Task requirements —
Below is some material. Set down exactly the line where "Dump the readable" appears and all lines after it, and stop at the last line.

Records shown —
= = = = =

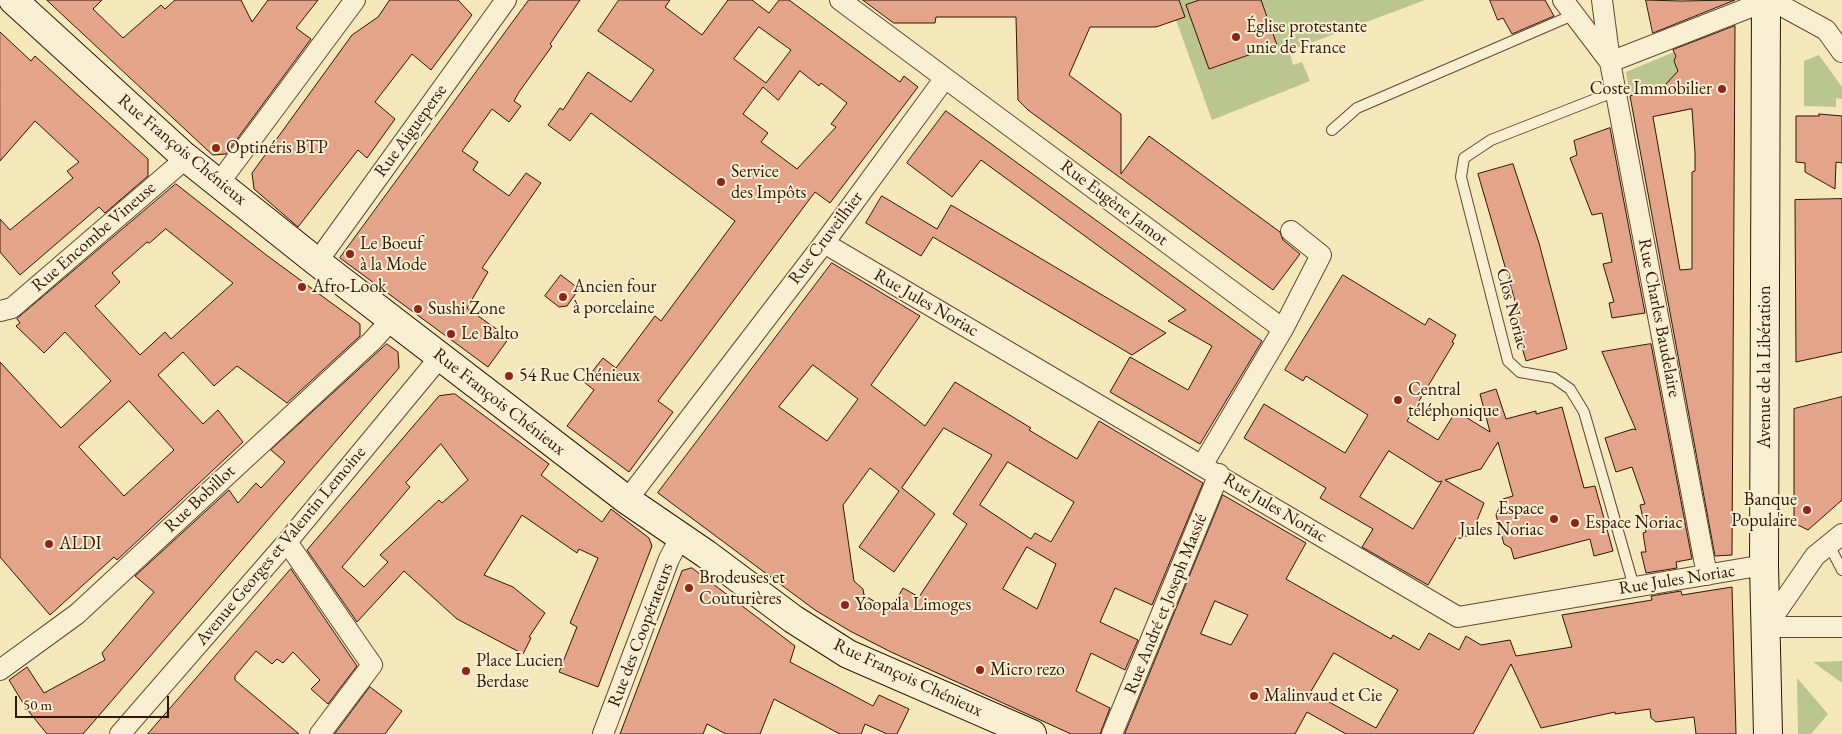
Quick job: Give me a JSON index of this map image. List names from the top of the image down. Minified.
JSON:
{"streets":{"main road":["Rue François Chénieux","Avenue de la Libération"],"street":["Rue Aigueperse","Rue Eugène Jamot","Rue Encombe Vineuse","Rue Cruveilhier","Rue Jules Noriac","Rue Charles Baudelaire","Rue Bobillot","Avenue Georges et Valentin Lemoine","Rue André et Joseph Massié","Rue des Coopérateurs"],"lane":["Clos Noriac"]},"crossings":[["Rue Aigueperse","Rue François Chénieux"],["Rue François Chénieux","Rue Encombe Vineuse"],["Rue François Chénieux","Rue Cruveilhier"],["Rue François Chénieux","Rue Bobillot"],["Rue François Chénieux","Avenue Georges et Valentin Lemoine"],["Rue François Chénieux","Rue des Coopérateurs"],["Rue Eugène Jamot","Rue Cruveilhier"],["Rue Cruveilhier","Rue Jules Noriac"],["Rue Jules Noriac","Clos Noriac"],["Rue Jules Noriac","Rue Charles Baudelaire"],["Rue Jules Noriac","Avenue de la Libération"],["Rue Jules Noriac","Rue André et Joseph Massié"],["Clos Noriac","Rue Charles Baudelaire"]],"places":["Église protestante unie de France","Coste Immobilier","Optinéris BTP","Service des Impôts","Le Boeuf à la Mode","Afro-Look","Ancien four à porcelaine","Sushi Zone","Le Balto","54 Rue Chénieux","Central téléphonique","Banque Populaire","Espace Jules Noriac","Espace Noriac","ALDI","Brodeuses et Couturières","Yoopala Limoges","Micro rezo","Place Lucien Berdase","Malinvaud et Cie"],"scale_bar":"50 m"}
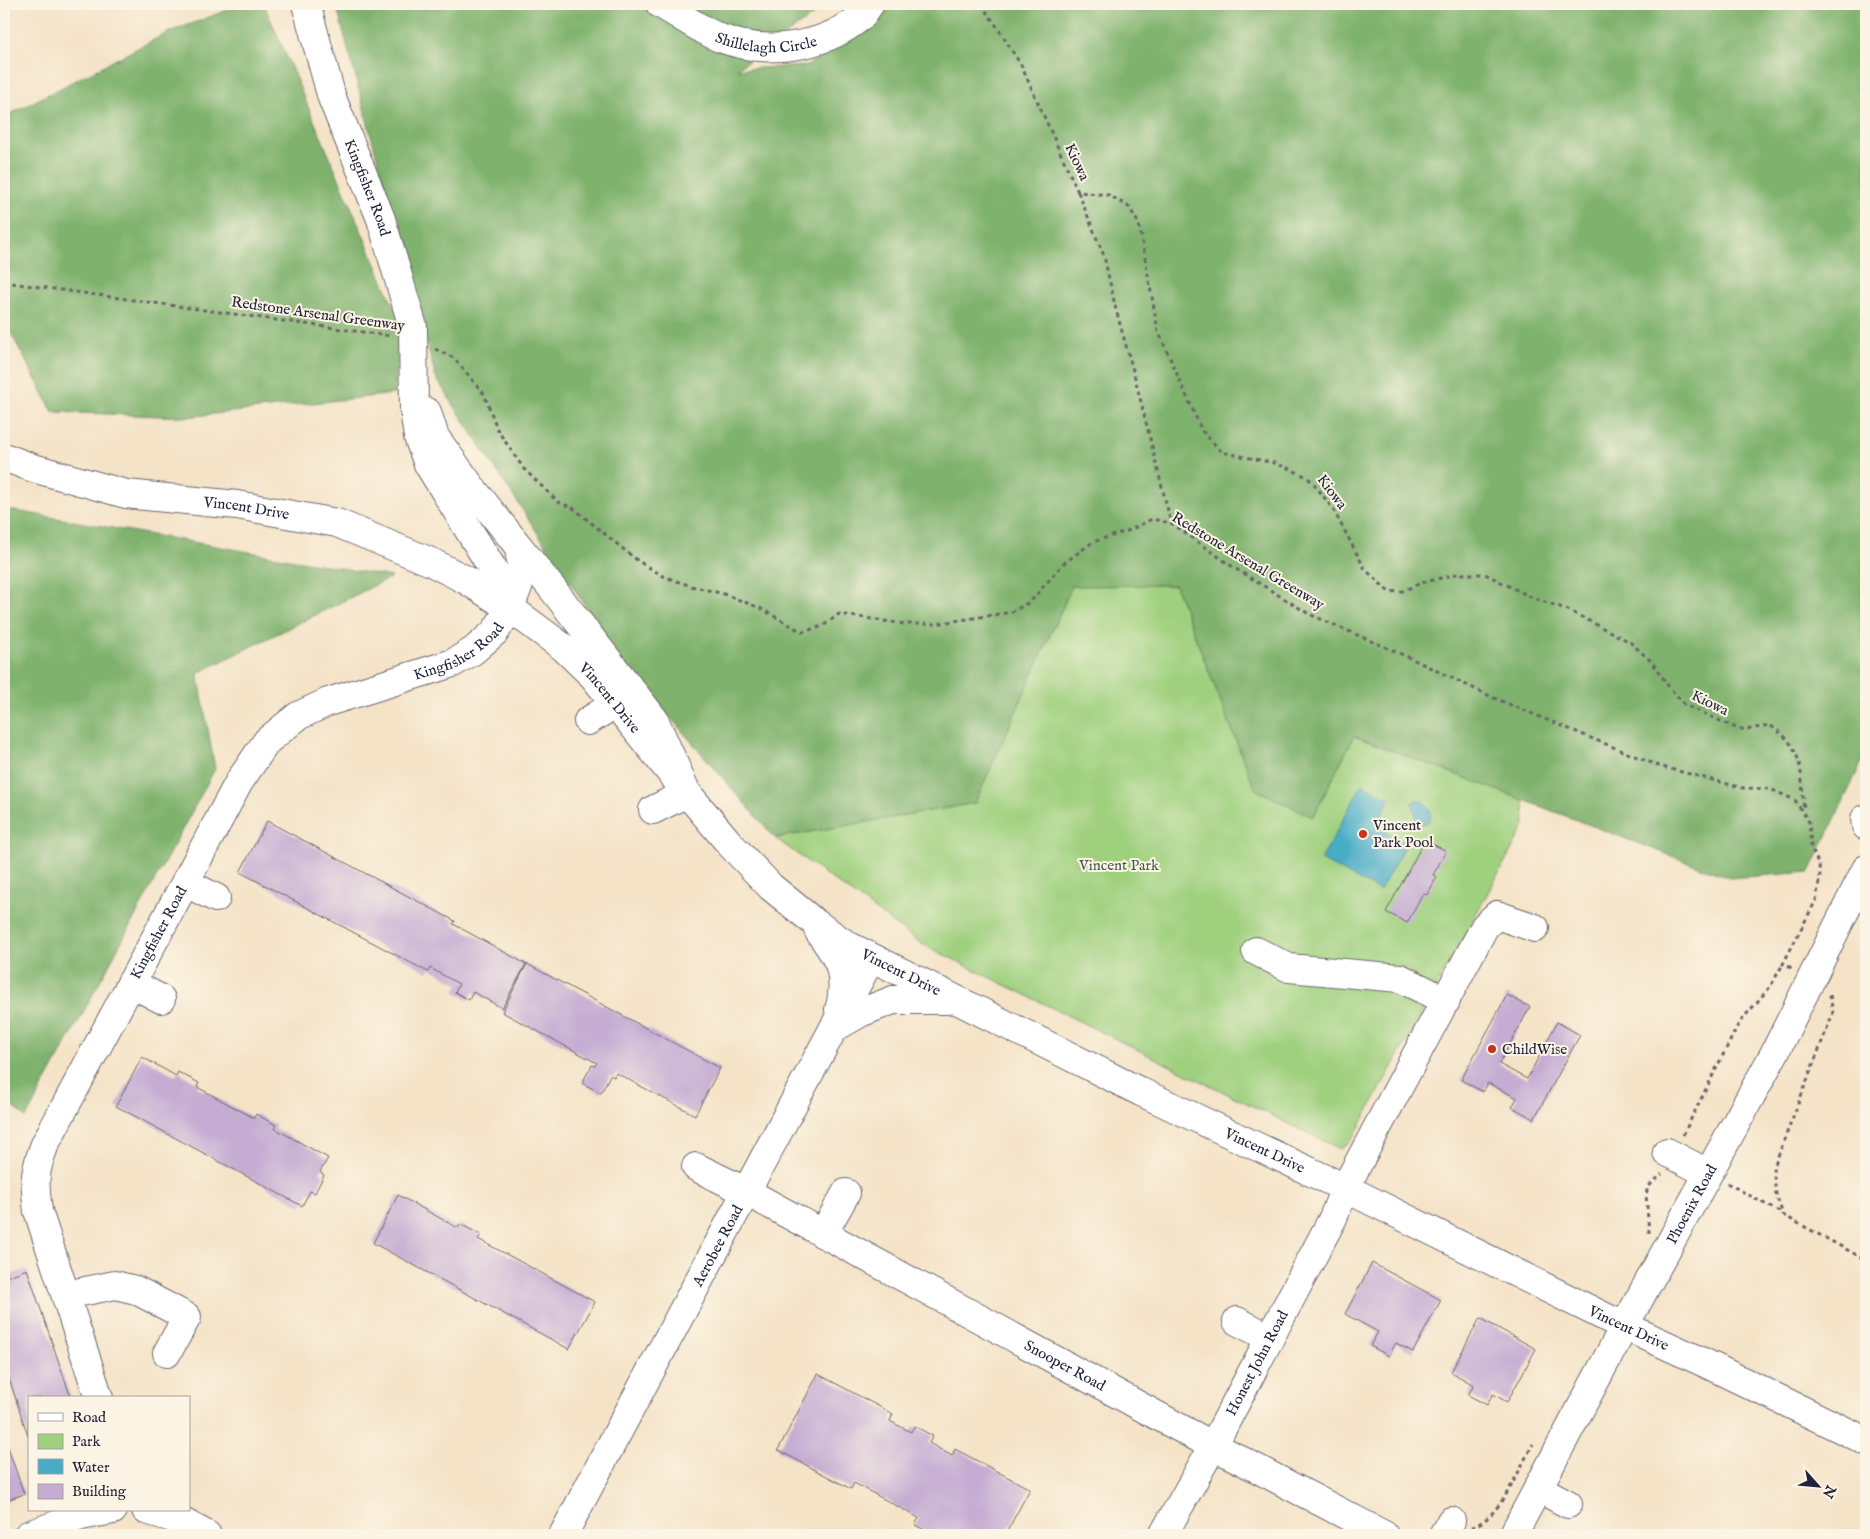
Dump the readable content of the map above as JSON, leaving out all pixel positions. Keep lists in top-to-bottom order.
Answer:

= = = = =

Task answer —
Dump the readable content of the map above as JSON, leaving out all pixel positions. Keep lists in top-to-bottom order.
Answer:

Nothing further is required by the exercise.